Shukla emphasised that accepting UPI is cheaper for the local businesses and immediately opens them up to a massive consumer base with growing purchasing power.
“Who runs a cafe, a coffee shop or a restaurant? These are small businesses. Similarly, all these taxis, transport... they’re all small businesses,” Shukla pointed out.
“So, when they accept UPI, they stand to benefit. They are selling more. They are also moving away from cash-based payments to digital payments. You are welcoming new opportunities.”
The potential of the Indian tourist market remains vast and largely untapped by the localised digital payment strategies. India’s outbound tourism to Sri Lanka has seen robust growth, jumping from approximately 400,000 visitors in 2024 to an estimated 520,000, representing a 25 percent year-on-year growth and accounting for roughly 22 percent of Sri Lanka’s total inbound traffic.
Furthermore, Shukla highlighted the demographic advantages of targeting Indian consumers, noting that India boasts a median age of 29 and a population of 1.4 billion people who are heavily integrated into the digital economy.
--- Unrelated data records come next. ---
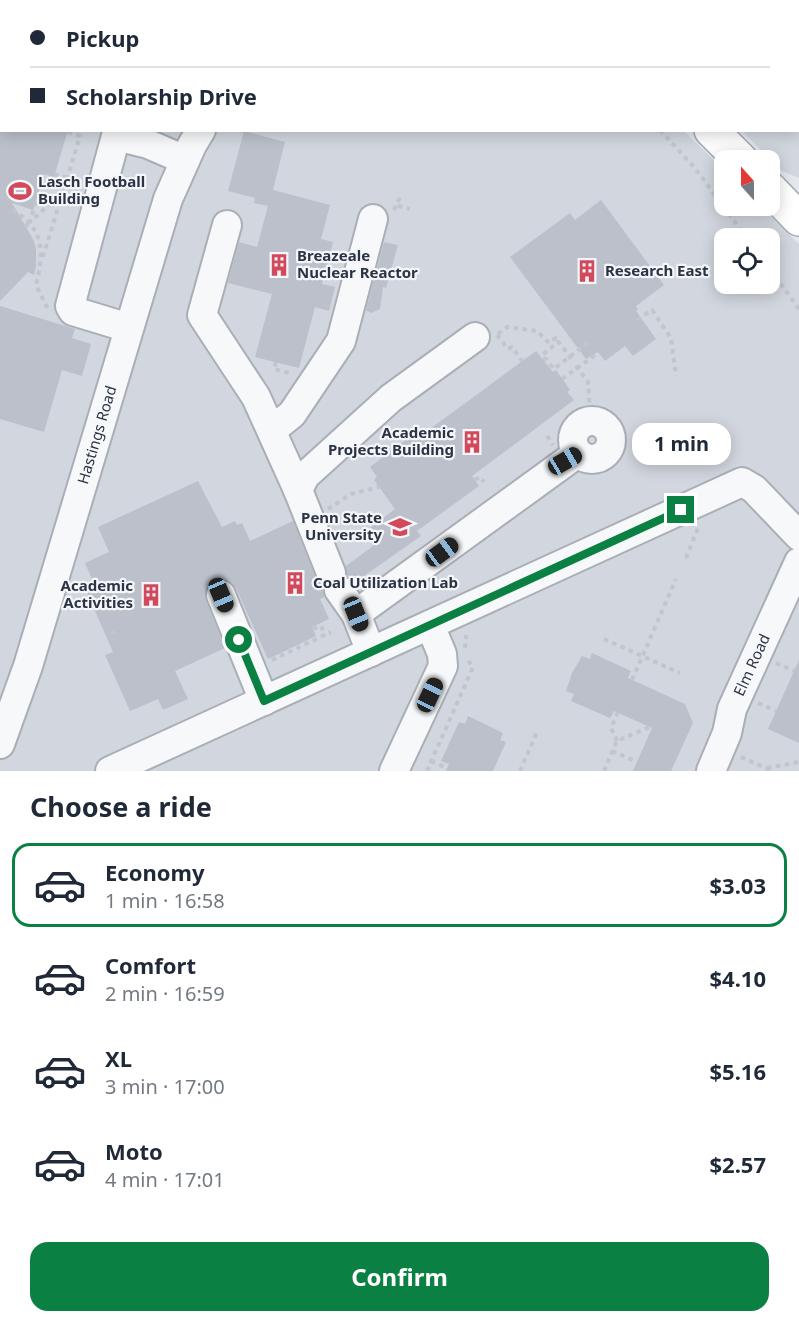 <!DOCTYPE html>
<html lang="en">
<head>
<meta charset="utf-8">
<style>
	body { margin:0; font-family:"Noto Sans",sans-serif; background:#f2f2f3; color:#1f2937; height:100vh; display:flex; flex-direction:column; font-size:22px; white-space:nowrap }
	* { box-sizing:border-box; margin:0 }
	p { font-size:20px; color:#747a83 }
	.icon { flex:none; width:33px; height:33px; fill:none; stroke:currentColor; stroke-width:2; stroke-linecap:round; stroke-linejoin:round }
	.map { position:relative; height:771px; overflow:hidden }
	.sheet { display:flex; flex-direction:column; background:#fff; flex:1 }
	.sheet>* { flex:none }
	.top-card { position:absolute; left:0px; top:0px; width:800px; height:132px; box-shadow:0 3px 15px #0003; display:grid; align-content:center; height:132px; padding:0 30px; background:#fff }
	.needle { width:39px; rotate:339deg }
	.controls { position:absolute; left:714px; top:150px; display:grid; gap:12px }
	.controls a { display:grid; place-items:center; width:66px; height:66px; border-radius:12px; background:#fff; box-shadow:0 3px 15px #0003; font-size:30px }
	.end { position:absolute; width:27px; height:27px; margin:-14px; border:8px solid #0b8043; background:#fff; box-shadow:0 0 0 3px #fff }
	.from { border-radius:50% }
	.bubble { position:absolute; height:42px; border-radius:18px; background:#fff; box-shadow:0 3px 15px #0003; font-size:20px; font-weight:700; line-height:42px; text-align:center }
	.car { position:absolute; width:18px; height:36px; margin:-18px -9px; border-radius:8px; box-shadow:0 0 4px 2px #0007; background:linear-gradient(#222 24%,#8ab4d8 0 40%,#222 0 76%,#8ab4d8 0 86%,#222 0) }
	.top-card b { display:flex; align-items:center; gap:21px; height:57px; font-size:22px }
	.top-card b+b { border-top:2px solid #e0e1e3 }
	.top-card i { width:15px; height:15px; background:#1f2937 }
	ul { padding:0; list-style:none }
	li { display:flex; align-items:center; gap:18px; height:84px; margin:0 12px 9px; padding:0 18px; border:3px solid transparent; border-radius:18px }
	li div { flex:1 }
	li b { display:block; font-size:22px }
	li em { font-style:normal; font-weight:700 }
	li.selected { border-color:#0b8043 }
	li>.icon { width:54px; height:54px; stroke-width:1.5 }
	h2 { padding:0 30px; font-size:27px; line-height:72px }
	.button { display:flex; gap:12px; margin-top:auto; padding:12px 30px }
	.button a { flex:1; height:69px; border-radius:18px; background:#0b8043; color:#fff; font-size:24px; font-weight:700; line-height:69px; text-align:center }
	.map>svg:first-child { display:block }
</style>
</head>
<body>
<div class="map">
<svg width="799" height="771" viewBox="0 0 799 771">
	<rect width="100%" height="100%" fill="#e4e7ec"/>
	<g fill="#d2d6de" fill-rule="evenodd">
		<path d="M0,0h552l2,1 -552,1v128l682,1 40,39v36h36l39,38v527h-799zM724,238h46v46h-46z"/>
		<polygon points="613,0 799,0 799,178 782,171 742,131 798,130 798,2"/>
	</g>
	<g fill="#bbc0ca">
		<polygon points="0,130 68,130 54,177 44,174 33,210 12,203 33,239 36,248 36,266 34,275 28,272 0,301"/>
		<polygon points="244,131 285,142 273,190 330,205 321,239 333,242 322,284 335,287 329,311 315,307 299,368 255,357 272,294 228,283 239,242 257,247 268,206 254,203 255,198 228,191"/>
		<polygon points="601,200 664,285 636,306 638,309 636,311 656,339 633,356 625,346 605,361 598,352 586,359 510,257 570,213 575,220"/>
		<polygon points="384,242 398,245 386,288 383,287 380,309 371,313 366,310"/>
		<polygon points="0,306 75,329 72,338 91,344 82,376 62,370 44,432 0,419"/>
		<polygon points="536,351 553,372 556,370 570,390 567,392 574,400 472,476 479,486 417,531 421,536 354,583 347,576 346,566 373,546 365,532 395,509 374,480 377,477 370,467 411,436 430,429"/>
		<polygon points="198,481 222,527 235,521 237,525 242,523 250,541 293,521 316,579 323,587 324,597 320,599 329,619 312,627 316,636 268,659 236,588 224,579 214,580 205,592 206,601 225,648 175,671 188,699 163,710 158,699 130,711 105,655 113,652 85,588 94,584 85,563 109,552 98,527"/>
		<polygon points="592,653 631,671 628,678 685,704 693,723 671,771 633,771 652,728 614,711 610,718 571,701 574,694 566,691 572,673 582,656 590,659"/>
		<polygon points="799,660 799,743 768,729"/>
		<polygon points="468,716 503,733 500,740 506,742 493,771 446,771 449,764 441,761 459,722 465,724"/>
	</g>
	<g fill="none" stroke-linecap="round" stroke-linejoin="round">
		<g stroke="#a9aeb7" stroke-width="32">
			<g id="minor">
				<polyline points="349,2 352,0"/>
				<polyline points="227,225 202,315 256,397 298,490"/>
				<polyline points="129,328 73,311 70,306 116,136 148,144 185,160"/>
				<circle cx="592" cy="440" r="19"/>
				<polyline points="272,430 292,414 341,341 373,219"/>
				<polyline points="331,573 298,490 305,476 391,398 475,337"/>
				<polyline points="339,590 356,614"/>
				<polyline points="221,595 264,701"/>
				<polyline points="371,652 356,614 578,453"/>
				<path id="s1" d="M0,744l28,-78 140,-467 24,-54 9,-15"/>
				<polyline points="110,771 742,482 754,489 799,536"/>
				<polyline points="394,771 443,666 442,654 430,625"/>
				<path id="s2" d="M711,771l16,-38 5,-24 67,-147"/>
			</g>
		</g>
		<g stroke="#a3abb8" stroke-width="36">
			<g id="major">
				<polyline points="583,0 584,2"/>
				<polyline points="711,130 741,160"/>
				<polyline points="770,189 799,219"/>
			</g>
		</g>
		<g stroke="#c2c5cb" stroke-width="4" stroke-dasharray="4.5 4.5" stroke-linecap="butt">
			<polyline points="528,0 530,2"/>
			<polyline points="660,130 694,167 747,238"/>
			<polyline points="54,174 80,182"/>
			<polyline points="43,176 30,222 62,193"/>
			<polyline points="61,198 75,202"/>
			<polyline points="398,206 410,209"/>
			<path d="M12,210c33,18 32,43 24,75l12,24"/>
			<polyline points="394,210 401,195"/>
			<polyline points="25,227 30,222"/>
			<polyline points="43,257 80,136 67,132"/>
			<polyline points="770,269 799,309"/>
			<polyline points="637,320 652,310 671,338 676,376"/>
			<polyline points="498,334 507,327 537,331 549,343 556,338 558,342"/>
			<polyline points="497,335 508,349 512,347 522,361"/>
			<path d="M571,359c-4,-6 -8,-12 -13,-17l-16,13 12,14 36,-28"/>
			<polyline points="276,362 274,369 293,374"/>
			<polyline points="576,366 588,382 590,411"/>
			<polyline points="562,379 598,353"/>
			<polyline points="547,436 553,445"/>
			<polyline points="475,480 480,477 484,482"/>
			<polyline points="328,509 351,494 379,487"/>
			<polyline points="686,558 698,528"/>
			<polyline points="313,629 321,626 325,635"/>
			<polyline points="111,633 116,631"/>
			<polyline points="604,639 680,673"/>
			<polyline points="465,648 466,635"/>
			<polyline points="272,660 331,632"/>
			<polyline points="776,663 794,671"/>
			<polyline points="632,680 676,579"/>
			<polyline points="758,703 776,711"/>
			<polyline points="617,741 611,728 618,712"/>
			<polyline points="612,751 637,762"/>
			<polyline points="741,757 772,771"/>
			<polyline points="431,761 447,768"/>
			<polyline points="767,768 799,762"/>
			<polyline points="427,771 473,667 466,657"/>
			<polyline points="520,771 538,730"/>
			<polyline points="604,771 617,741 650,727"/>
		</g>
		<use href="#minor" stroke="#f7f8fa" stroke-width="28"/>
		<use href="#major" stroke="#fff" stroke-width="33"/>
	</g>
	<g fill="none" stroke-linecap="round" stroke-linejoin="round">
		<polyline stroke="#0b8043" stroke-width="8" points="239,640 264,701 681,510"/>
	</g>
	<defs>
		<g id="stadium-bare" transform="scale(1.8)"><path d="M0-5a6.5 5 0 1 0 0 10a6.5 5 0 1 0 0-10ZM-3.5-1.8h7v3.6h-7Z" fill="#d1495b" stroke="#f4f6f9" stroke-width="2.5" paint-order="stroke"/></g>
		<g id="building-bare" transform="scale(1.8)"><path d="M-4-6H4V6H1V3H-1V6H-4ZM-2.5-4.3h1.7v1.8h-1.7ZM.8-4.3h1.7v1.8H.8ZM-2.5-1h1.7V.8h-1.7ZM.8-1h1.7V.8H.8Z" fill="#d1495b" stroke="#f4f6f9" stroke-width="2.5" paint-order="stroke"/></g>
		<g id="university-bare" transform="scale(1.8)"><path d="M0-5L7-2L0 1L-7-2ZM-4 1L0 2.5L4 1V4Q0 6-4 4Z" fill="#d1495b" stroke="#f4f6f9" stroke-width="2.5" paint-order="stroke"/></g>
	</defs>
	<g fill-rule="evenodd">
		<use href="#stadium-bare" x="20" y="191"/>
		<use href="#building-bare" x="279" y="265"/>
		<use href="#building-bare" x="587" y="271"/>
		<use href="#building-bare" x="472" y="442"/>
		<use href="#university-bare" x="400" y="527"/>
		<use href="#building-bare" x="295" y="583"/>
		<use href="#building-bare" x="151" y="595"/>
	</g>
	<g text-anchor="middle" stroke-width="4.5" stroke-linejoin="round" paint-order="stroke">
		<g font-size="15" font-weight="bold" fill="#2b3445" stroke="#f4f6f9" text-anchor="start">
			<text x="38" y="187">Lasch Football<tspan x="38" dy="17">Building</tspan></text>
			<text x="297" y="261">Breazeale<tspan x="297" dy="17">Nuclear Reactor</tspan></text>
			<text x="605" y="276">Research East</text>
			<text x="454" y="438" text-anchor="end">Academic<tspan x="454" dy="17">Projects Building</tspan></text>
			<text x="382" y="523" text-anchor="end">Penn State<tspan x="382" dy="17">University</tspan></text>
			<text x="313" y="588">Coal Utilization Lab</text>
			<text x="133" y="591" text-anchor="end">Academic<tspan x="133" dy="17">Activities</tspan></text>
		</g>
		<g font-size="15" fill="#2b3445" stroke="#f4f6f9">
			<text dy="5" stroke="none"><textPath href="#s1" startOffset="324">Hastings Road</textPath></text>
			<text dy="5" stroke="none"><textPath href="#s2" startOffset="114">Elm Road</textPath></text>
		</g>
	</g>
</svg>
<div class="controls">
<a><svg class="needle" viewBox="-14 -14 28 28"><path d="M0-13l5 13h-10z" fill="#e53935"/><path d="M0 13l5-13h-10z" fill="#747a83"/></svg></a>
<a><svg class="icon" aria-label="locate" viewBox="0 0 24 24"><circle cx="12" cy="12" r="6"/><path d="M12 2v4M12 18v4M2 12h4M18 12h4"/></svg></a>
</div>
<i class="end from" style="left:239px;top:640px"></i>
<i class="end" style="left:681px;top:510px"></i>
<div class="bubble" style="left:632px;top:423px;width:99px">1 min</div>
<i class="car" style="left:565px;top:461px;rotate:60deg"></i>
<i class="car" style="left:442px;top:552px;rotate:54deg"></i>
<i class="car" style="left:221px;top:595px;rotate:157deg"></i>
<i class="car" style="left:356px;top:614px;rotate:158deg"></i>
<i class="car" style="left:430px;top:695px;rotate:25deg"></i>
<div class="top-card">
<b><i class="from"></i>Pickup</b>
<b><i></i>Scholarship Drive</b>
</div>
</div>
<section class="sheet">
<h2>Choose a ride</h2>
<ul>
<li class="selected"><svg class="icon" aria-label="car" viewBox="0 0 24 24"><path d="M5 17H2v-5l4-1 3-4h7l3 4 3 1v5h-3M9 17h6M6 11h13"/><circle cx="7" cy="17" r="2"/><circle cx="17" cy="17" r="2"/></svg><div><b>Economy</b><p>1 min · 16:58</p></div><em>$3.03</em></li>
<li><svg class="icon" aria-label="car" viewBox="0 0 24 24"><path d="M5 17H2v-5l4-1 3-4h7l3 4 3 1v5h-3M9 17h6M6 11h13"/><circle cx="7" cy="17" r="2"/><circle cx="17" cy="17" r="2"/></svg><div><b>Comfort</b><p>2 min · 16:59</p></div><em>$4.10</em></li>
<li><svg class="icon" aria-label="car" viewBox="0 0 24 24"><path d="M5 17H2v-5l4-1 3-4h7l3 4 3 1v5h-3M9 17h6M6 11h13"/><circle cx="7" cy="17" r="2"/><circle cx="17" cy="17" r="2"/></svg><div><b>XL</b><p>3 min · 17:00</p></div><em>$5.16</em></li>
<li><svg class="icon" aria-label="car" viewBox="0 0 24 24"><path d="M5 17H2v-5l4-1 3-4h7l3 4 3 1v5h-3M9 17h6M6 11h13"/><circle cx="7" cy="17" r="2"/><circle cx="17" cy="17" r="2"/></svg><div><b>Moto</b><p>4 min · 17:01</p></div><em>$2.57</em></li>
</ul>
<div class="button"><a>Confirm</a></div>
</section>
</body>
</html>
The differing trajectories of Sri Lanka’s LankaPay and India’s National Payments Corporation of India (NPCI) offer broader context to this digital ecosystem rollout. Both institutions began their operations primarily as national clearing houses designed to modernise domestic interbank transactions. LankaPay remains owned and controlled by the Central Bank of Sri Lanka and licensed commercial banks. In contrast, NPCI, formed in 2008, has aggressively expanded beyond its initial mandate.
As UPI grew into a globally recognised digital public infrastructure processing over 750 million transactions daily, NPCI evolved its ownership structure to reflect the modern financial landscape, notably bringing in prominent fintech companies and digital payment start-ups as equity shareholders alongside traditional banking institutions.
NPCI International is currently calling for greater ecosystem-level collaboration in Sri Lanka—involving the regulators, banks, fintechs and media—to articulate the financial value of the platform to the local merchants. Until the businesses actively promote their LankaPay QR codes at the storefront, the broader economic benefits of seamlessly linking Sri Lanka’s SMEs with the spending power of the Indian subcontinent will remain constrained.